故に五綱の祖判により、三秘の妙行を修し、信の決定を以て娑婆即寂光の実現に精進するを為法という。
異体同心、宗風宣揚を使命とするとき、為法は為宗にして、為宗は為法となる。
為法に専念すべし。
(3)三業清浄―験者は身口意三業が清浄堅固でなければ、その修法は清浄にあらず。
我等は三業の造る所の諸悪を制するのみならず、意は法性平等の大慈悲に住し(室)身は法性平等の大慈悲を行じ(衣)口に法性平等の大慈悲を唱える(坐)弘経の三軌に安住するとき、自行化他に亘って修法は円成する。
(4)運想本尊―本尊とは、十界皆成の大曼荼羅である。
一切衆生成仏の極処を示現したこの本尊を運念想像する。
即ち、験者自ら心に十界互具平等大慧を信解し、身は久遠本仏にして、即是道場に於て妙経を読誦し、鬼子母神・十羅刹女の守護を蒙むるが故に、如何なる五段の邪気と雖も十界即成すと運想する。
(5)須知要文―凡そ物には博と要との二がある。
博とは学んで知を広くし、要とは守りて行をひきしめるをいう。
故に博にして要を得んと心掛けるべきである。
要文とは、法華経二八品の肝文を選び、祈念の対境に応じてこれを誦する。
例えば澍甘露法雨滅除煩悩焔の文を誦し、熱病の煩悩を滅除するが如き。
要文を撰抜するのは、(イ)念力を凝し易く。
(ロ)祈念の主旨に適合するにある。
ここを以って験者は、要文を習熟して丹心を尽すべきである。
(6)扶行善根―唱題を正行、読誦を助行とする。
殊に験者は加持修験を正行とし、五種法師、施食、放生、頓写、礼懺等を助行とする。
祈願円成の日には、必ず助行を修福し神仏の冥助を謝すべきで、また病者に臨まんとする時助道を修する暇がない場合が多いので、平素にこれを修し、積功累徳して善根を植えるべきである。
善根は行を扶ける。
(7)験在必求―修法の効験は、誠と勉の併び行われるときに顕現する。
誠のみあって勉がなければ、種あって播かぬに等しく、勉のみで誠なきは、耕して種無きが如し。

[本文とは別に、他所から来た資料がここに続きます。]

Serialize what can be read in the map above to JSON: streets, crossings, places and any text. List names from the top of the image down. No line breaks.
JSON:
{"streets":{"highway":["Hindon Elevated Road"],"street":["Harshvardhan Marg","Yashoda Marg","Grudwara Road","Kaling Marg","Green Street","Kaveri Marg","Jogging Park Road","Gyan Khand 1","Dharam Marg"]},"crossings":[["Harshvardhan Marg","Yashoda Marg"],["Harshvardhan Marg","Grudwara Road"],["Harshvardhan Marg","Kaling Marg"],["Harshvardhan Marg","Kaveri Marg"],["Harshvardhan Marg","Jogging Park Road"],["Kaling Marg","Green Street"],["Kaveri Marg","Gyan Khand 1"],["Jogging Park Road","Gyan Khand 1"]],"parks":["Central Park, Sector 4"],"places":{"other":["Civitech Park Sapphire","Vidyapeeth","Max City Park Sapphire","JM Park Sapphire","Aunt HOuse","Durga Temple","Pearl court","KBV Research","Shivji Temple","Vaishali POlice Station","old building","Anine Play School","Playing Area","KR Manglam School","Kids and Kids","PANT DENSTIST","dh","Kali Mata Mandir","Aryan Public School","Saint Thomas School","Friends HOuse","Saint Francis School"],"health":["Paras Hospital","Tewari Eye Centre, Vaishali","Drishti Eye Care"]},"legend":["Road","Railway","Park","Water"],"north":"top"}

若し誠と勉を尽して尚効験の顕れぬときは、自らの至らざるを反省し、いよいよ信力堅固にして退転せず、霊験奇功に至るまで勉めよ。
(8)祈念精誠―祈祷修法の根基は、精心至誠の一語に尽きる。
(9)簡境用捨―凡そ物事は、時と場合と相手によって、取捨撰択は積極的に、または消極的に行われるべきである。

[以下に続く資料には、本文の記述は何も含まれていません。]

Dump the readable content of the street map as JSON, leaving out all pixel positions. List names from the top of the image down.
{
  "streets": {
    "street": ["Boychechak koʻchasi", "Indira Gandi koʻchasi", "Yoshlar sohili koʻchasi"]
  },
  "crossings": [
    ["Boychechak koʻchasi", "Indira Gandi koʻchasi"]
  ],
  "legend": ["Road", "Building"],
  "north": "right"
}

特に加持修験は、仏祖の大慈悲を弘めるを基とする故に、修法を請う者には、速にその患ひを救わねばならぬ。
然るに、現今人情は浮薄となり、行者の念力亦微弱なので、軽挙盲動してはいけない。
今上士は論ぜず、中人已下の行学未熟で信力堅固でない者は、その病者、願者の心中を観察、熟慮し、一度決意する時は修法の効験の必ず得られるまで止めてはいけない。
所対の境をえらんで用捨せよ。
(10)受財開遮―立正安国の祖意達成をもって本宗僧侶の責務とする。
故に常に言行を慎み、志向を高尚にして、宗門意識の高揚に努むべきで、さもない時は財物の前には尾を振り憐みを乞い、遂には施財を慫慂し、その多少を論ずるに至る。
是れ口に正法を唱え、身に邪行を行うの徒輩である。
財を受くる道に開と、遮とあるのを知らなければその身を亡ぼすのみならず、仏祖の罪人となると示している。